Guest Author - Lea Terry
A recently discovered neutron star has set a new speed record, rotating at 1,122 times per second. Not only is that faster than the previous record for a neutron star--760 times per second--it’s also faster than a black hole observed in 2006, which rotated at 950 times per second. So how does this discovery compare to what we’ve already observed about neutron stars?
The concept was first proposed in 1932, when James Chadwick discovered the neutron particle. (He won the 1935 Nobel Prize in Physics for his discovery.) In 1933, Walter Baade and Fritz Zwicky proposed the existence of a neutron star--a star formed from the gravitational collapse of a massive star. The material of the original star collapses into an incredibly dense body--second only to the density of a black hole.

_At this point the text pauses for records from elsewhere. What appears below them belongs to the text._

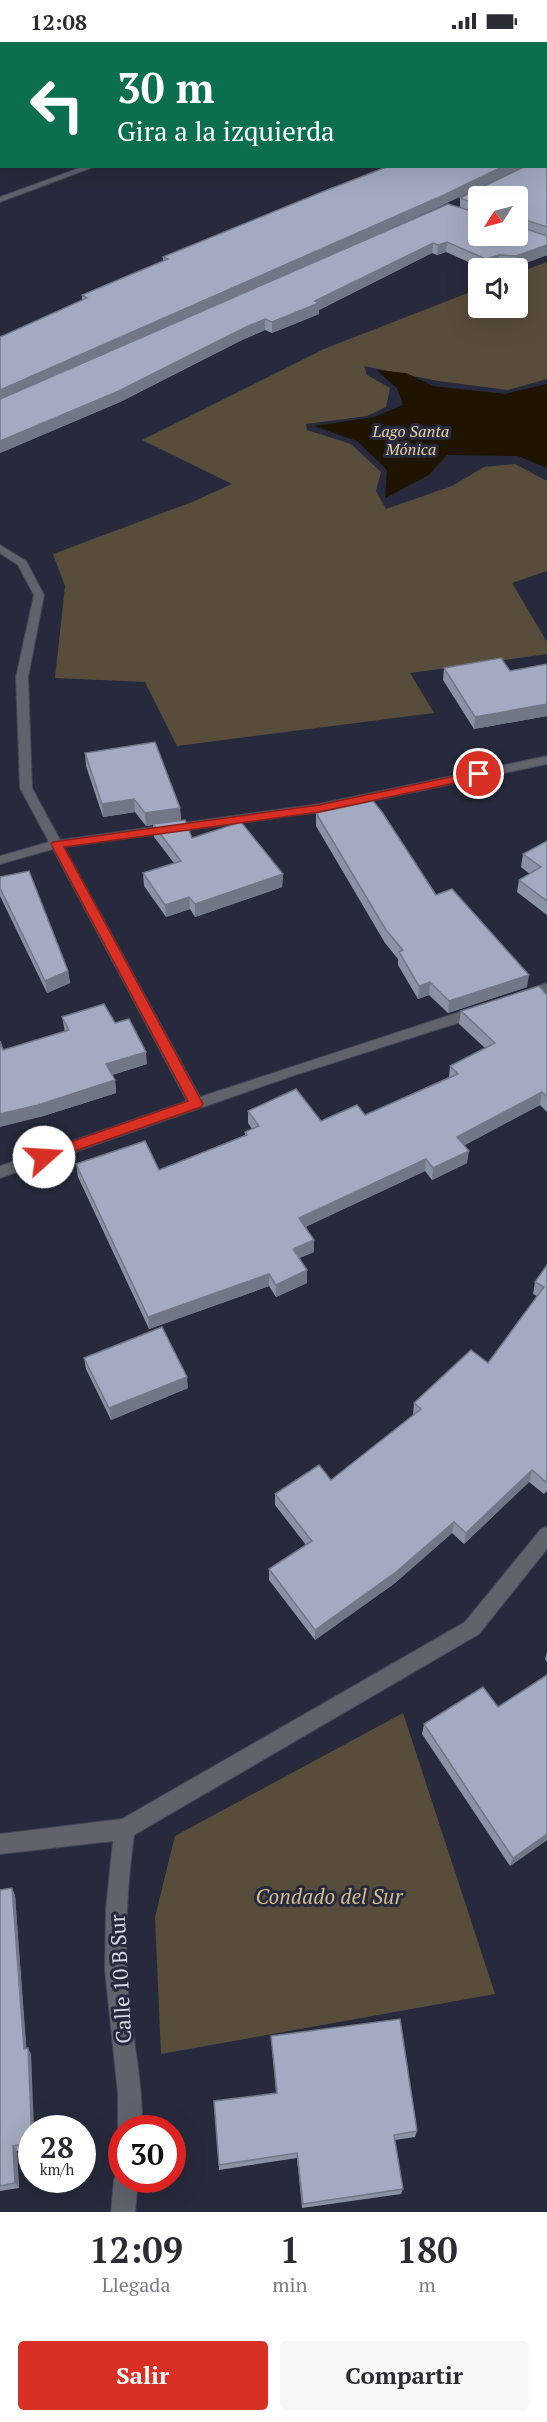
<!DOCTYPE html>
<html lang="es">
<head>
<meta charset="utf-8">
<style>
  :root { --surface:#fff; --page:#f7f7f7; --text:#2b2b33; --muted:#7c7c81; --accent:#d93025 }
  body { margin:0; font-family:"PT Serif",serif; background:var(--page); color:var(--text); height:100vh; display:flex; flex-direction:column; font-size:22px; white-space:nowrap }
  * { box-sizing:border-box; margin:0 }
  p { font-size:20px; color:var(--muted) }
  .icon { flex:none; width:33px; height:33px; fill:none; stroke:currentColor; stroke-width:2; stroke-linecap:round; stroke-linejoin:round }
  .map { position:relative; height:2170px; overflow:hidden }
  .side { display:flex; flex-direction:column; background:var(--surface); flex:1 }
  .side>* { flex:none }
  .guide { position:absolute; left:0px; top:0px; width:548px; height:126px; box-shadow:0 6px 24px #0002; background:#0b6e4f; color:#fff; overflow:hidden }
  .needle { width:39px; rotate:234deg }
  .tools { position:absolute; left:468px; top:144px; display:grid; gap:12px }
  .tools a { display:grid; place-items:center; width:60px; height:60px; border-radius:6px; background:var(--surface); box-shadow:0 6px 24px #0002; font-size:30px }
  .speed { position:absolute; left:18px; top:2073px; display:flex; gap:12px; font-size:30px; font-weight:700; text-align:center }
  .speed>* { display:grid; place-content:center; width:78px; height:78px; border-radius:50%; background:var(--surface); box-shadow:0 6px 24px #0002; line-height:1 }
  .speed small { font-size:15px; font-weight:400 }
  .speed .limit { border:9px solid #d22; background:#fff; color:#111 }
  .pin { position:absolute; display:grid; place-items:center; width:51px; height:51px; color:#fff; margin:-26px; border:3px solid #fff; border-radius:50%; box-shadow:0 2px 6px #0007 }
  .me { position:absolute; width:66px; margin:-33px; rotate:71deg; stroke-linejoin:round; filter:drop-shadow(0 0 4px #0008) }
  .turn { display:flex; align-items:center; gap:21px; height:126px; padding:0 18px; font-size:27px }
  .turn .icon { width:78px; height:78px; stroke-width:2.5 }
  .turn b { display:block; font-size:42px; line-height:51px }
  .eta { display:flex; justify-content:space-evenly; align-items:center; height:102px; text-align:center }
  .eta b { font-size:36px; font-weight:600; line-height:42px }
  .cta { display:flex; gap:12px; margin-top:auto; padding:12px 18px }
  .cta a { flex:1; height:69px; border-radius:6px; background:var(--accent); color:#fff; font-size:24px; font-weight:600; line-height:69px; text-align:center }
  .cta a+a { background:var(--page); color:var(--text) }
  .status { display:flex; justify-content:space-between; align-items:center; height:42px; padding:0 30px; background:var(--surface); direction:ltr }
  .status svg { height:16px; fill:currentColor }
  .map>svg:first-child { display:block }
  .green { fill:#584d3b }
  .water { fill:#1f1400 }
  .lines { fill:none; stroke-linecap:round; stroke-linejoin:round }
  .minor-casing { stroke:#424657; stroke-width:2 }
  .minor { fill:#60636c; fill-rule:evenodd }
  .wall { fill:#8c92a6; fill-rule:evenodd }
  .shaded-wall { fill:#727787 }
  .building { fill:#a3aac1; stroke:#727787; stroke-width:1.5 }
  .route { fill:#d93025; stroke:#8d1f18; stroke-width:1.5 }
  .labels { text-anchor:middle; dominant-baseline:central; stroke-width:6; stroke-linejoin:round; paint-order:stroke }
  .far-water-label { font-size:16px; font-style:italic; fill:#ecd1a0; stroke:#262a3c }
  .near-park-label { font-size:21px; font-style:italic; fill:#d5bb8a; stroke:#262a3c }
  .near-street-label { font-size:21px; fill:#d6d9e5; stroke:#262a3c }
</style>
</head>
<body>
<div class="status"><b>12:08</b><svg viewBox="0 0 49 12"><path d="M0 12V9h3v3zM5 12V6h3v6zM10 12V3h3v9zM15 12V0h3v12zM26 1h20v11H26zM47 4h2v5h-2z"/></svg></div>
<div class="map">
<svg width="547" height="2170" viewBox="0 0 547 2170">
  <rect width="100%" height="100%" fill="#262a3c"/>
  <g class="green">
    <polygon points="547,220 547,337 508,348 438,339 364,324 367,333 390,346 386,365 367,374 306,382 307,388 351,402 381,430 376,449 386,467 452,444 484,425 515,422 547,439 547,529 512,541 547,600 547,612 410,631 434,671 177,704 145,640 55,636 65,544 53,512 192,460 232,442 142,398 324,307 478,247 478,266 518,266 518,231"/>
    <polygon points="403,1671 495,1952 161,2012 155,1875 175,1794"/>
  </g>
  <polygon class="water" points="376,328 406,331 433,344 505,352 547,342 547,426 518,414 447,413 429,433 385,456 387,428 357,399 314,384 374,375 403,363 397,346"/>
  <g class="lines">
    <g class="minor-casing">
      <g id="minor">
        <polygon points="490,0 502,0 486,2"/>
        <rect x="546" y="91" width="1" height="4"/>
        <polygon points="85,124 96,124 0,160 0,155"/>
        <polygon points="0,503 26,519 44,553 28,635 32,746 60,798 319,762 547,714 547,722 319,770 64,805 200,1055 478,964 483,965 485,969 483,973 295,1033 0,1136 0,1124 187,1059 53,807 0,822 0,814 49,800 20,746 16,635 34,553 18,523 0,511"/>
        <polygon points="547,941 547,951 523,959 516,954 518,951"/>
        <path d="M547,1485V1507L479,1592L134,1793C127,1844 124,1897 128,1949C132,1995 143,2040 142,2086H122V2093L118,2086V2052L105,1928L106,1867L113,1799L0,1812V1792L122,1777L465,1580L541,1487Z"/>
        <polygon points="122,2128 122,2138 138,2138 135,2170 111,2170 114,2138 118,2130"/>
      </g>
    </g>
    <use href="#minor" class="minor"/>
  </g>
  <g class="wall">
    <path d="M547,98V213L515,225L498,224L490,226H482L446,210L437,213L432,211L319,268V272L272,291L265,288L242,298L120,360L0,411V295L82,258V253L163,219V215L443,163L310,222L460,166V156L546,124ZM478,154L518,194H478Z"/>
    <polygon points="547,622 547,674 474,687 443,638 444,626 510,629"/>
    <polygon points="85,711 180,766 181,779 192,796 283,832 282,845 195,875 190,867 166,875 144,844 143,831 174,821 154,795 153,783 146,784 135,770 103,775 86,724"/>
    <polygon points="316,771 436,853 527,945 448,971 429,953 418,957 398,923 398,917 385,901 316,784"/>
    <polygon points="547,799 547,873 517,850 519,838 530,832 521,825 523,812"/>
    <polygon points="0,835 68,929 70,941 47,951 0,854"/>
    <polygon points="547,953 547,1070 540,1063 464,1103 467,1121 432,1138 425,1129 305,1185 314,1210 299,1216 307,1228 307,1241 276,1255 269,1244 149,1287 78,1135 76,1122 159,1128 245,1093 245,1090 252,1087 248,1081 248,1069 321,1079 365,1073 449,1035 450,1024 485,1006 459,982 461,969"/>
    <polygon points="62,975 115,981 147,1022 112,1033 115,1038 116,1051 40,1075 3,1008 65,990"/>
    <polygon points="547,1223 547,1449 544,1452 529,1440 464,1502 452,1491 395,1541 315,1598 269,1538 269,1527 306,1503 275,1463 275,1452 331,1438 413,1373 414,1361 488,1321 537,1254 533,1252 535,1240"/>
    <polygon points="84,1316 188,1346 111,1378 86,1327"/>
    <polygon points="547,1610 547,1620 545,1617"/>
    <polygon points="424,1682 547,1798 510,1824 422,1692"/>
    <polygon points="12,1846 15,1854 26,2006 31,2012 32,2107 17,2109 19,2146 0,2149 0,1848"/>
    <polygon points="271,1994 417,2089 415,2095 395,2098 403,2147 401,2152 302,2166 297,2116 219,2128 219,2123 276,2051"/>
  </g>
  <g class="shaded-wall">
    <polygon points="504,124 525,124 443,163 0,360 0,348"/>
    <polygon points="447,200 446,210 437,213 438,203"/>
    <polygon points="433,201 432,211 319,268 319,272 272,291 272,280"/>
    <polygon points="547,203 547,213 515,225 516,214"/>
    <polygon points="499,213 498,224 490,226 486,226 486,217"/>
    <polygon points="265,277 265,288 242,298 120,360 0,411 0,399"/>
    <polygon points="547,662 547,674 474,687 475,675"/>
    <polygon points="134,757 135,770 103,775 102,762"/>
    <polygon points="180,766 181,779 146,784 145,771"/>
    <polygon points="283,832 282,845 195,875 195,862"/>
    <polygon points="189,855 190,867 166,875 165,863"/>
    <polygon points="68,929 70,941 47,951 45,939"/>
    <polygon points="529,933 527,945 448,971 449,959"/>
    <polygon points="430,940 429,953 418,957 419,944"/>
    <polygon points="146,1010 147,1022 108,1034 106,1022"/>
    <polygon points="115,1038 116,1051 40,1075 0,1085 0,1072"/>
    <polygon points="542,1050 540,1063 456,1108 457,1095"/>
    <polygon points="469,1109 467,1121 432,1138 433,1126"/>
    <polygon points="426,1117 425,1129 299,1188 299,1176"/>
    <polygon points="314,1198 314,1210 293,1219 293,1207"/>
    <polygon points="307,1228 307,1241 276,1255 276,1243"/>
    <polygon points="269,1232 269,1244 149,1287 148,1275"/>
    <polygon points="187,1335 188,1346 111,1378 109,1366"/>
    <polygon points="532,1428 529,1440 464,1502 466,1491"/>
    <polygon points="454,1480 452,1491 395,1541 315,1598 315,1588"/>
    <polygon points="547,1792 547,1798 510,1824 513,1816"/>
    <polygon points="12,1846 15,1854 27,2013 24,2007"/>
    <polygon points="28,2006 31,2012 34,2086 32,2086"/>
    <polygon points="13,2104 17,2109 19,2146 15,2141"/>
  </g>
  <g class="building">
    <polygon points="546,98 547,98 547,185 520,176 518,178 518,154 478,154 478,163 460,156 526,124 546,124"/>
    <polygon points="389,124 504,124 444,153 0,348 0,295 87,256 82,253 168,217 163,215 322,150"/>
    <polygon points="448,162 478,171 478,194 518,194 518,184 547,194 547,203 516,214 499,213 486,217 447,200 438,203 433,201 315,259 319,261 272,280 265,277 242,287 119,349 0,399 0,357"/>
    <polygon points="501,616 510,629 547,622 547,662 475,675 444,626"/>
    <polygon points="155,700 180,766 145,771 134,757 102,762 85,711"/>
    <polygon points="373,759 382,770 436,853 452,847 529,933 449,959 430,940 419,944 399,910 403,908 386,888 316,771"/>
    <polygon points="185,778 192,796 241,780 283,832 195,862 189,855 165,863 143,831 181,819 153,782"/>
    <polygon points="547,799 547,859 519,838 541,825 523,812"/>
    <polygon points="29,829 68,929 45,939 0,846 0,835"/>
    <polygon points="539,944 547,953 547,1055 542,1050 457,1095 469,1109 433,1126 426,1117 299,1176 314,1198 293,1207 307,1228 276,1243 269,1232 148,1275 76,1122 145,1099 159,1128 247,1093 245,1090 259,1084 248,1069 296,1047 321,1079 357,1063 365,1073 458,1032 450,1024 495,1001 461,969"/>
    <polygon points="104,962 115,981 129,977 146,1010 106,1022 115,1038 38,1063 0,1072 0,999 3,1008 69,988 62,975"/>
    <polygon points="547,1223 547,1441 532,1428 466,1491 454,1480 396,1530 315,1588 269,1527 312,1499 275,1452 319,1423 331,1438 421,1367 414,1361 471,1308 488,1321 544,1245 535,1240"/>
    <polygon points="162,1285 187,1335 109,1366 84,1316"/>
    <polygon points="547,1633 547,1792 513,1816 424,1682 483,1645 498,1665"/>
    <polygon points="12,1846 24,2007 28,2006 32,2101 13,2104 15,2141 0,2144 0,1848"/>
    <polygon points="400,1977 417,2089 394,2093 403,2147 303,2162 297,2111 219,2123 214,2059 277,2051 271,1994"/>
  </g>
  <polygon class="route" points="479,729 483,730 483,735 319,770 64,805 203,1062 201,1065 49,1118 39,1118 37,1115 39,1111 188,1059 51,802 53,800 319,763"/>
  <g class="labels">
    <g class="far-water-label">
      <text x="411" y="389">Lago Santa<tspan x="411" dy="18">Mónica</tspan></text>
    </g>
    <g class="near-park-label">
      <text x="329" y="1854">Condado del Sur</text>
    </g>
    <g class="near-street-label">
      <text transform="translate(120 1937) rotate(-93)">Calle 10 B Sur</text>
    </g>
  </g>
</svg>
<div class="tools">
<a><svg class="needle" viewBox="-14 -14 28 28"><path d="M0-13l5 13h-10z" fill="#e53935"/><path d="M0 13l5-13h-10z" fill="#7c7c81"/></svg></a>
<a><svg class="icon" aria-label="sound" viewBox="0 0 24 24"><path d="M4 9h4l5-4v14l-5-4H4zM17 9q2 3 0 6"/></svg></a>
</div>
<div class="speed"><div>28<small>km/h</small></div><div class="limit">30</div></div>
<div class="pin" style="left:479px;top:732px;background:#d93025"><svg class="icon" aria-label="arrive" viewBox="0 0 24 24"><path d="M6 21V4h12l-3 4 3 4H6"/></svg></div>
<svg class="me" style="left:44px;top:1115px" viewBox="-20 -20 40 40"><circle r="19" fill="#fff"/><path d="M0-13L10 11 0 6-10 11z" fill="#d93025"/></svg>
<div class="guide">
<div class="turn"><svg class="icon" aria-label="left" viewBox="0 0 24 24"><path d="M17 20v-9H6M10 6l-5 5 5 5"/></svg><div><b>30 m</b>Gira a la izquierda</div></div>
</div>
</div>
<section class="side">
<div class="eta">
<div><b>12:09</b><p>Llegada</p></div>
<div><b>1</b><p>min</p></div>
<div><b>180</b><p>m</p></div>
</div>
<div class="cta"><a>Salir</a><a>Compartir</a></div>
</section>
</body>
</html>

The neutron star rotates rapidly, and because it is so compact, it has an exceptionally high surface gravity.
After the discovery of the neutron star, the next major clue about the nature of these celestial objects was observed in 1967, when Jocelyn Bell Burnell and Antony Hewish discovered radio pulses being emitted from a pulsar. These pulses were later suggested to be coming from a solitary, rotating neutron star (called a rotating pulsar). Then, in 1971, Riccardo Giacconi, Herbert Gursky, Ed Kellogg, R. Levinson, E. Schreier, and H. Tananbaum observed 4.8 second pulsations coming from the constellation Centaurus. They believed these pulsations to be coming from a rotating hot neutron star.
This latest discovery about neutrons is significant, because it brings scientists a step closer to understanding the structure of a neutron. All stars have a speed limit--if they rotate too quickly, they will break apart. Because scientists still don’t know the exact structure of a neutron, they had no way of knowing how fast one could rotate before breaking up. However, if astronomers can observe more neutrons with a similar rate of rotation, it will allow them to rule out some of the possible structures.